When speaking of a meaningful life, we often talk of having a sense of purpose, but what we sometimes fail to recognize is that finding this sense of purpose entails more than simply setting goals.
Having goals or even reaching them does not guarantee that we are leading a purposeful existence. To experience a sense of purpose, the goals we set for ourselves need to be intrinsically meaningful. To live a meaningful life, we must have a self-generated purpose that possesses personal significance rather than one that is dictated by society’s standards and expectations. When we do experience this sense of purpose, we often feel as though we have found our calling. As George Bernard Shaw said, “This is the true joy in life, the being used for a purpose recognized by yourself as a mighty one.”

Being an idealist is being a realist in the deepest sense –  it is being true to our real nature. We are so constituted that we actually need our lives to have meaning. Without a higher purpose, calling, an ideal, we cannot attain our full potential for happiness. While I am not advocating dreaming over doing (both are important), there is a significant truth that many realist – rat racers mostly – ignore: To be idealistic is to be realistic. 

People actually have more flow experiences at work than they do at home. In order to achieve flow experiences. we must put in effort and hard wok and our skill level must meet the challenge of the task. If it is too challenging, we experience anxiety. If it is too easy, we experience boredom.

Our equating work and effort with pain and suffering poses an internal barrier that prevents many people from experiencing happiness at school and in the workplace.

In school or at work, we fail to recognize and realize opportunities for happiness; outside of school and work, we squander our “free” time by freeing it of effort, of challenge, and hence, of much meaning. We are then left with a feeling that happiness is hopelessly elusive.

The fairy tale notion of happiness – the belief that something would carry us to the happily ever after-inevitably leads to disappointment. A happy or happier life is rarely shaped by some extraordinary life-changing event; rather, it is shaped incrementally, experience by experience, moment by moment.

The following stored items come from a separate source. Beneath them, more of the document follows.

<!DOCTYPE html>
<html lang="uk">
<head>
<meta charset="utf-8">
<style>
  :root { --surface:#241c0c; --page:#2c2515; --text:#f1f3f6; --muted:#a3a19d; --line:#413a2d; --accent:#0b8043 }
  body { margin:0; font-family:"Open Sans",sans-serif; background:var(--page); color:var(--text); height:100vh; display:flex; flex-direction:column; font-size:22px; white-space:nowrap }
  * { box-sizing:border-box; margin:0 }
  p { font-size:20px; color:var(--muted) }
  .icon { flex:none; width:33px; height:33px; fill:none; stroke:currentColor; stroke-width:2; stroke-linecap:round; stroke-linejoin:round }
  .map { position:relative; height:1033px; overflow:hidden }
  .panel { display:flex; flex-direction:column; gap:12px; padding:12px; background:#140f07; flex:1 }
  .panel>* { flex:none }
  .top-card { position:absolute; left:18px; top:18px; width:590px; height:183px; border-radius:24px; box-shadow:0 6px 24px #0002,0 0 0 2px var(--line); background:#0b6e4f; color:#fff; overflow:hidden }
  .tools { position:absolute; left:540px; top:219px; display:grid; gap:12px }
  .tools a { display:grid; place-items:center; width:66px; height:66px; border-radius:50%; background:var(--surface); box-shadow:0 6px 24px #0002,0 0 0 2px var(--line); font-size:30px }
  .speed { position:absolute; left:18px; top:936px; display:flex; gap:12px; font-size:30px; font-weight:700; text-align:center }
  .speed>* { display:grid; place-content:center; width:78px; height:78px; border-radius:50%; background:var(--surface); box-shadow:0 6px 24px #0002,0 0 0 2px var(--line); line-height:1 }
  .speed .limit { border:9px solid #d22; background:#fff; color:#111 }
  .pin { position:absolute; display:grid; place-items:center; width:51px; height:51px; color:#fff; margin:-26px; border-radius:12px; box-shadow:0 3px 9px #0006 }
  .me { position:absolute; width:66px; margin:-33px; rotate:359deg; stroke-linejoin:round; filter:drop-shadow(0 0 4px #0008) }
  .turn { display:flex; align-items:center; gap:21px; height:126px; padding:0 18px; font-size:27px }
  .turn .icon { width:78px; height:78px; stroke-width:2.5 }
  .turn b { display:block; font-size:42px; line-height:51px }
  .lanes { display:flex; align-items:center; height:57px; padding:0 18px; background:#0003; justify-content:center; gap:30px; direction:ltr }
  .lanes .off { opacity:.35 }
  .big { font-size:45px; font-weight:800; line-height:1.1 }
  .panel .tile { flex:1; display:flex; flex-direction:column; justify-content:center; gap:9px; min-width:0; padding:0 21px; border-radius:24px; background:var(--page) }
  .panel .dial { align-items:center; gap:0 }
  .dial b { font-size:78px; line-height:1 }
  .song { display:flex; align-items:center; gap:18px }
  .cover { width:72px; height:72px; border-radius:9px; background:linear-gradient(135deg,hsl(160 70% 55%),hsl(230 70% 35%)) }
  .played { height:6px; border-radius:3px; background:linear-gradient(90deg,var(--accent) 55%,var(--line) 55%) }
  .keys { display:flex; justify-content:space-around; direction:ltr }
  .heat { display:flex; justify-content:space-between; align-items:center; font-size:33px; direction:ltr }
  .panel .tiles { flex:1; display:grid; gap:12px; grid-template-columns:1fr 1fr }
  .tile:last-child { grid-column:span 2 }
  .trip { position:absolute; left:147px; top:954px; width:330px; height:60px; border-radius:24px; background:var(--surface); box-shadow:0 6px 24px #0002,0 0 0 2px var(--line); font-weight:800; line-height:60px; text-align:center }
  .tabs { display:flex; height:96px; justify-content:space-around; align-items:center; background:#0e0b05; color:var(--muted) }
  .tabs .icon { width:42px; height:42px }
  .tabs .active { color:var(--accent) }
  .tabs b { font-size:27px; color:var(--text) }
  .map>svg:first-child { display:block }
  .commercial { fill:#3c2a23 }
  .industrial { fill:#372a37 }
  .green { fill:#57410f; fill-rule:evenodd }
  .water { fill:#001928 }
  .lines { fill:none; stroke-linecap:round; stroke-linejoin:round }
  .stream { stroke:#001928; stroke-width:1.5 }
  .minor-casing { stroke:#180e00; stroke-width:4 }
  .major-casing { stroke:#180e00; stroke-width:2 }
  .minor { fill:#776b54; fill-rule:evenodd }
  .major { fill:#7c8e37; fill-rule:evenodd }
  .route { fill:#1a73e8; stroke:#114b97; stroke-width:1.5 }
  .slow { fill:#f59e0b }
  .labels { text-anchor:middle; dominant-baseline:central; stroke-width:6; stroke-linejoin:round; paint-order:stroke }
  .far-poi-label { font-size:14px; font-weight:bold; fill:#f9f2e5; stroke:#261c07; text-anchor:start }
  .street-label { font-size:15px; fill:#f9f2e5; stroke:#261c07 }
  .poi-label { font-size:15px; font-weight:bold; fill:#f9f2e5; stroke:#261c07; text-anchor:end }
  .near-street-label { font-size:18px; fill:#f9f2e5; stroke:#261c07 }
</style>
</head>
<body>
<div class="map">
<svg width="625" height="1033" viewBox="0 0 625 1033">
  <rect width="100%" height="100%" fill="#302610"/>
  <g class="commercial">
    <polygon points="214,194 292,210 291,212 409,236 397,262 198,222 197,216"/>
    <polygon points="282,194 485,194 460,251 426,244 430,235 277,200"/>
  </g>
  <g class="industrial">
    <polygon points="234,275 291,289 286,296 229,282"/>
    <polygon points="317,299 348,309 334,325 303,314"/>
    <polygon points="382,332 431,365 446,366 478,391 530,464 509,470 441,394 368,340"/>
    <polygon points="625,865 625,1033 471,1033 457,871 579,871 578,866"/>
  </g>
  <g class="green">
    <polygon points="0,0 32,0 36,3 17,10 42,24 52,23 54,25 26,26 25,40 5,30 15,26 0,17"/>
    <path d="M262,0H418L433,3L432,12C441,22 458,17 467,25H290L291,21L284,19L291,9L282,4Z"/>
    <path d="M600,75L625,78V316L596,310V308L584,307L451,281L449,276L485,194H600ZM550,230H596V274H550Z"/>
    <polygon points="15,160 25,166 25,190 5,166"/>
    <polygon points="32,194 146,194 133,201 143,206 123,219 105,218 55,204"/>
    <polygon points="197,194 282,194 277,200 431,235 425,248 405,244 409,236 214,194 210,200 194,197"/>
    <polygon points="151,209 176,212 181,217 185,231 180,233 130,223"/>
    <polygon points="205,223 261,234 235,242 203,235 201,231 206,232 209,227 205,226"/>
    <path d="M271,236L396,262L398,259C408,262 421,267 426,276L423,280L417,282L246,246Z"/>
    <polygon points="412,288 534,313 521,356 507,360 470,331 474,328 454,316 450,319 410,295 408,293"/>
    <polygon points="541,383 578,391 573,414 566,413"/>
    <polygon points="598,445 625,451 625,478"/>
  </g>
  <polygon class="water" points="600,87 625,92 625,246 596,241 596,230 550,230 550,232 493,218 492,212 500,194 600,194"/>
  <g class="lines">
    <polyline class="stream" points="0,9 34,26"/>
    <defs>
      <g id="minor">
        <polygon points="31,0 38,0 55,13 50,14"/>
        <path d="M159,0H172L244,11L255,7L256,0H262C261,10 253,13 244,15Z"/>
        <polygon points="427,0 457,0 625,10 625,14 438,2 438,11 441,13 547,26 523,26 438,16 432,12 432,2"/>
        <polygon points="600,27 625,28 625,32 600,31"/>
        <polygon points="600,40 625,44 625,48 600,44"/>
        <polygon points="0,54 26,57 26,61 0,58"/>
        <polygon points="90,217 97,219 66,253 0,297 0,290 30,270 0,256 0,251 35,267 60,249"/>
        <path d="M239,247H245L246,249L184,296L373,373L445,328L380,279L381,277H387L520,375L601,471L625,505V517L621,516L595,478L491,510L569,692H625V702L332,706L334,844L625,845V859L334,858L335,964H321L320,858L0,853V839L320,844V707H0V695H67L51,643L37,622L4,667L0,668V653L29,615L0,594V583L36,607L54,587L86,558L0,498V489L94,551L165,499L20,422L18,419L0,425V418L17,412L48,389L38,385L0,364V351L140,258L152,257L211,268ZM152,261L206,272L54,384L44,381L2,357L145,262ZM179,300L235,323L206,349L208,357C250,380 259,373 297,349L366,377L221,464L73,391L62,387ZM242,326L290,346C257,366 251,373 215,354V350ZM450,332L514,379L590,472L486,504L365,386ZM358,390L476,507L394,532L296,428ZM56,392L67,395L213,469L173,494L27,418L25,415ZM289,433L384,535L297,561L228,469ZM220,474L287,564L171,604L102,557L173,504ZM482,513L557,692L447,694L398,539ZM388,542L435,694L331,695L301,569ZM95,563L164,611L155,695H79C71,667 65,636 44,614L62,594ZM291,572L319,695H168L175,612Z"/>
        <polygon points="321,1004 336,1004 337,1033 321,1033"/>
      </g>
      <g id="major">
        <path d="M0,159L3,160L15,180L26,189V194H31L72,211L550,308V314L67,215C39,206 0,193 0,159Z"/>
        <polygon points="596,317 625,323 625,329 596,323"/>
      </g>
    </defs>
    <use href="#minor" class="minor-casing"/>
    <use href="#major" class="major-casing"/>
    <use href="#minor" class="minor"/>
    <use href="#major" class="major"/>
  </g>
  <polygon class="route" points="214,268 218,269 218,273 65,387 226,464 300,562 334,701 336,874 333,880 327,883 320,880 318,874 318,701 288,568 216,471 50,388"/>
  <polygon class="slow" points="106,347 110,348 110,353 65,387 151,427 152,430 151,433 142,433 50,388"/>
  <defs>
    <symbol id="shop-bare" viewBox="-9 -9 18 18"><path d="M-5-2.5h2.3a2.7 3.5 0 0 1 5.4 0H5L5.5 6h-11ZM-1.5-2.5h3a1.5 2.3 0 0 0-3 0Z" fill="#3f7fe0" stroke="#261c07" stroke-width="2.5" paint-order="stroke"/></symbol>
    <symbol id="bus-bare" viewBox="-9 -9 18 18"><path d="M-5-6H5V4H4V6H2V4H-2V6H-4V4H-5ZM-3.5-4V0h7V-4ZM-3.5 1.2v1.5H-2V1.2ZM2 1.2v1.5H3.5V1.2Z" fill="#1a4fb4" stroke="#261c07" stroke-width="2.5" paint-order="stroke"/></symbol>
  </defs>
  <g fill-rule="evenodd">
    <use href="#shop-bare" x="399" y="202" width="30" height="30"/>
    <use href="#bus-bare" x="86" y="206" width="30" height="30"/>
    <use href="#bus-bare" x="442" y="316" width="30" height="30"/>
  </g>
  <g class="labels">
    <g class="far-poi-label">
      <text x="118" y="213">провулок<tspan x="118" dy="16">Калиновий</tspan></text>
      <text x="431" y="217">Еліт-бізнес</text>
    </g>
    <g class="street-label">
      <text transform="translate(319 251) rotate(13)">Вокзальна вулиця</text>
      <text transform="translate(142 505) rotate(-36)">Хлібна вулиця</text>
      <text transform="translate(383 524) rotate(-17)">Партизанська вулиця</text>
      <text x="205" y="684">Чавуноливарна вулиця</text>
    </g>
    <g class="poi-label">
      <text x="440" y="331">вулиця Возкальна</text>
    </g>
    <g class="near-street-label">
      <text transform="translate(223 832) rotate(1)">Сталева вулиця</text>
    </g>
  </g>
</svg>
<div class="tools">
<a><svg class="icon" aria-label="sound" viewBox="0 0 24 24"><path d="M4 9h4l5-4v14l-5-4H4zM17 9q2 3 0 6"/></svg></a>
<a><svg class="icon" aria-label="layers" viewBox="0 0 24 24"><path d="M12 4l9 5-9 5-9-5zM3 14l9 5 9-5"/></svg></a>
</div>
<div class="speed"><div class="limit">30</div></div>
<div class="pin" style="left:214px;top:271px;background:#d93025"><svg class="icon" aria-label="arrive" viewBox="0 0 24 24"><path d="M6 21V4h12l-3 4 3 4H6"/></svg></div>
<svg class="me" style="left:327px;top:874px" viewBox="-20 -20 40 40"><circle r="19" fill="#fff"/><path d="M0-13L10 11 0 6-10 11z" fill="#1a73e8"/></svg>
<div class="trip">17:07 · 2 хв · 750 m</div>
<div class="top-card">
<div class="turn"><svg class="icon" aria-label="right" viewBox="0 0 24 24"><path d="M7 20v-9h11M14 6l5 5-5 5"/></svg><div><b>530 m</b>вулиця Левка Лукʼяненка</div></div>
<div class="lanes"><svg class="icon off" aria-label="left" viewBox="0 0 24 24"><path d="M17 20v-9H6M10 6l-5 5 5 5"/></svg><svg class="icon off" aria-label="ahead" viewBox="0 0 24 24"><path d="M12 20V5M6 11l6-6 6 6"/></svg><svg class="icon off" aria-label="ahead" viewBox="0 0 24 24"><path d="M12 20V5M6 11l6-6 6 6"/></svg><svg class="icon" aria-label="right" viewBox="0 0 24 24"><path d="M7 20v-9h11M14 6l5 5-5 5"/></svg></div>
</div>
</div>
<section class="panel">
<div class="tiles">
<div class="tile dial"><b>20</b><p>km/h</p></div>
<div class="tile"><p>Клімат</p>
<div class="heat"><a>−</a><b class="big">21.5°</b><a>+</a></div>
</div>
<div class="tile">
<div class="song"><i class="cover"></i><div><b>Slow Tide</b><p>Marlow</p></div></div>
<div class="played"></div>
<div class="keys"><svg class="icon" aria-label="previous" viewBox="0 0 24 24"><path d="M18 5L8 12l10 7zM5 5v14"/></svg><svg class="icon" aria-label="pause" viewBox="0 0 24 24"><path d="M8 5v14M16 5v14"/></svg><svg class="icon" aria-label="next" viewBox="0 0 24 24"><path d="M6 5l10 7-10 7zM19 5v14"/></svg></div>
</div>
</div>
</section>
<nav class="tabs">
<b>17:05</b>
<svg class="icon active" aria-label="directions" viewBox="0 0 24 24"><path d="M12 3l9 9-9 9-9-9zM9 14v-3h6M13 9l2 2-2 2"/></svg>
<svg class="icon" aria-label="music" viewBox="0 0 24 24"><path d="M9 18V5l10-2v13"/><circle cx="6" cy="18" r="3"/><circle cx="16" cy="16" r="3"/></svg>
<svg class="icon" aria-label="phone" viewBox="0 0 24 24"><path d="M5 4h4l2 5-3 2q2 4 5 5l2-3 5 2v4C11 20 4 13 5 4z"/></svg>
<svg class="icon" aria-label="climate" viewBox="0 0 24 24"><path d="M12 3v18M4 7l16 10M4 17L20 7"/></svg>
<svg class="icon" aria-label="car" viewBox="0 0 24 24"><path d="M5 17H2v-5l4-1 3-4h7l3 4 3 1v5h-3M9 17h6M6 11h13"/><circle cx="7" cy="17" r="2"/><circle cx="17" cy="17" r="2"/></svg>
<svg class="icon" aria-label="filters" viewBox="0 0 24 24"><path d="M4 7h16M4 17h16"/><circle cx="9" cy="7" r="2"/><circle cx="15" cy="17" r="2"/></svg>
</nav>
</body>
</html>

To realize, to make real, life potential for the ultimate currency, we must first accept the “this is it”–that all there is to life is the day-to-day, the ordinary, the details of the mosaic. We are living a happy life when we derive pleasure and meaning while spending time with our love ones, or learning something new, or engaging in a project at work. The more our days are filled with these experiences, the happier we become. This is all there is to it.